Eliminate Duplicate Rows when joining multiple tables

  • We have the below query which is pulling in Sales and Revenue information. Since the sale is recorded in just one month and the revenue is recorded each month, we need to have the results of this query to only list the Sales amount once, but still have all the other revenue amounts listed for each month. In this example, the sale is record in year 2014 and month 10, but there are revenues in every month as well for the rest of 2014 and the start of 2015 but we only want to the sales amount to appear once on this results set.

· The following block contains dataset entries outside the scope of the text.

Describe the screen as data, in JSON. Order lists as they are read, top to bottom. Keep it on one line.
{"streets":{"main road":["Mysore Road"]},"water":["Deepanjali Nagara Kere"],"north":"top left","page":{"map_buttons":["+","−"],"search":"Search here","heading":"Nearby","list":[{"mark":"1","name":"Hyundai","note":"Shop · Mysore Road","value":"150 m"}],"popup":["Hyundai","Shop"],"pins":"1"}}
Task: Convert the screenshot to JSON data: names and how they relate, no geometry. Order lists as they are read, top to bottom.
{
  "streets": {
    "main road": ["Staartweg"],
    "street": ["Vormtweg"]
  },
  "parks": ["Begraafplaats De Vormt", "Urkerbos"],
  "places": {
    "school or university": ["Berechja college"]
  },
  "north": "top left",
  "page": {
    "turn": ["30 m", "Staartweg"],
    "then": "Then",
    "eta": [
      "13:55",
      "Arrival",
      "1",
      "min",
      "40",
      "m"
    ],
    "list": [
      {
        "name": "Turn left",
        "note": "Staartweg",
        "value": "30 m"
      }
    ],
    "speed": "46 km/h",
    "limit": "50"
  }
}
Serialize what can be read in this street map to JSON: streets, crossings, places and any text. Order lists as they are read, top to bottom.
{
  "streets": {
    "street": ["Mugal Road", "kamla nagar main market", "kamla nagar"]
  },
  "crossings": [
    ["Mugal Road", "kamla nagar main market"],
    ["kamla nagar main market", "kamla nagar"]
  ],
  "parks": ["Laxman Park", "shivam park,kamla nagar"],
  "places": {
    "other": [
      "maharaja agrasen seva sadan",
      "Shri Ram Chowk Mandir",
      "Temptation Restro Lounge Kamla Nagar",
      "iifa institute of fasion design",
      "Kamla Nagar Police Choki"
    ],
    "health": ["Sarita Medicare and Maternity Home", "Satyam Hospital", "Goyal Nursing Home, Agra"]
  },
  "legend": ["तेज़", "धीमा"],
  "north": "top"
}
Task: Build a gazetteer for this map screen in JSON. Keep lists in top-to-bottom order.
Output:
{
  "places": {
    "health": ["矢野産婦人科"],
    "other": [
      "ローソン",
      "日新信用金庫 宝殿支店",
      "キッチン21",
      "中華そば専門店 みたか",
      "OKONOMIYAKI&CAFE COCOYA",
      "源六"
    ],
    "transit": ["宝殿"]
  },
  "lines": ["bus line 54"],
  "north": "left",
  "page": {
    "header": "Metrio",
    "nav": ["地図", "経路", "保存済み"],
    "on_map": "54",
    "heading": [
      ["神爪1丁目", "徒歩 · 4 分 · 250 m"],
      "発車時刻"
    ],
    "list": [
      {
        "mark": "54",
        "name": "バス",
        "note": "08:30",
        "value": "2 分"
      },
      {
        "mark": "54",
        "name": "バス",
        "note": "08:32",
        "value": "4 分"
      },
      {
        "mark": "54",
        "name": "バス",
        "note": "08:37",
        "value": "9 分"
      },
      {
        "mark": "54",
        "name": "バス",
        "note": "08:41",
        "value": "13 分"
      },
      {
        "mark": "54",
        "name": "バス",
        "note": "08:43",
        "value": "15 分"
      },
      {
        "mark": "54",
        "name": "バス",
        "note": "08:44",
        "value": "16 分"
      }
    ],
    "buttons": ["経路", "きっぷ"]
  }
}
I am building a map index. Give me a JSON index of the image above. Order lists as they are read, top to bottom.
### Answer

Ideas?

    SELECT

    project.project_number,

    project.country_code,

    project.project_desc,

    gsl.global_service_line_desc,

    buy.buyer_desc,

    project.project_mgr_first_name,

    project.project_mgr_last_name,

    tblWWClient.local_client_name,

    tblWWClient.global_client_code,

    project.local_crm_first_name,

    project.local_crm_last_name,

    project.client_buyer_name,

    project.client_buyer_title,

    projrevenue.fiscal_year as 'Fiscal Year',

    projrevenue.fiscal_period as 'Month',

    project.project_start_date,

    project.project_end_date,

    project.local_project_estimated_fees as USD_Sales,

    SUM(projrevenue.local_consulting_fees + projrevenue.local_product_fees + projrevenue.local_admin_fees + projrevenue.local_misc_fees) as [Revenue],

    project.project_status,

    fd.fiscal_period_end_date

    FROM dbo.tblWorldWide_Clients tblWWClient

    JOIN tblProject project on tblWWClient.local_client_code = project.local_client_code

    JOIN tblProject_Revenue projrevenue on project.project_number = projrevenue.project_number

    JOIN tblGlobal_Service_Line gsl ON project.global_service_line_code = gsl.global_service_line_code

    JOIN tblBuyer buy ON project.buyer_code = buy.buyer_code

    JOIN tblFiscal_Definitions fd ON project.fiscal_year = fd.fiscal_year AND project.fiscal_period = fd.fiscal_period

    WHERE tblWWClient.global_client_code = '90000010' AND ((project.fiscal_year = 2014 AND project.fiscal_period IN (9,10,11,12))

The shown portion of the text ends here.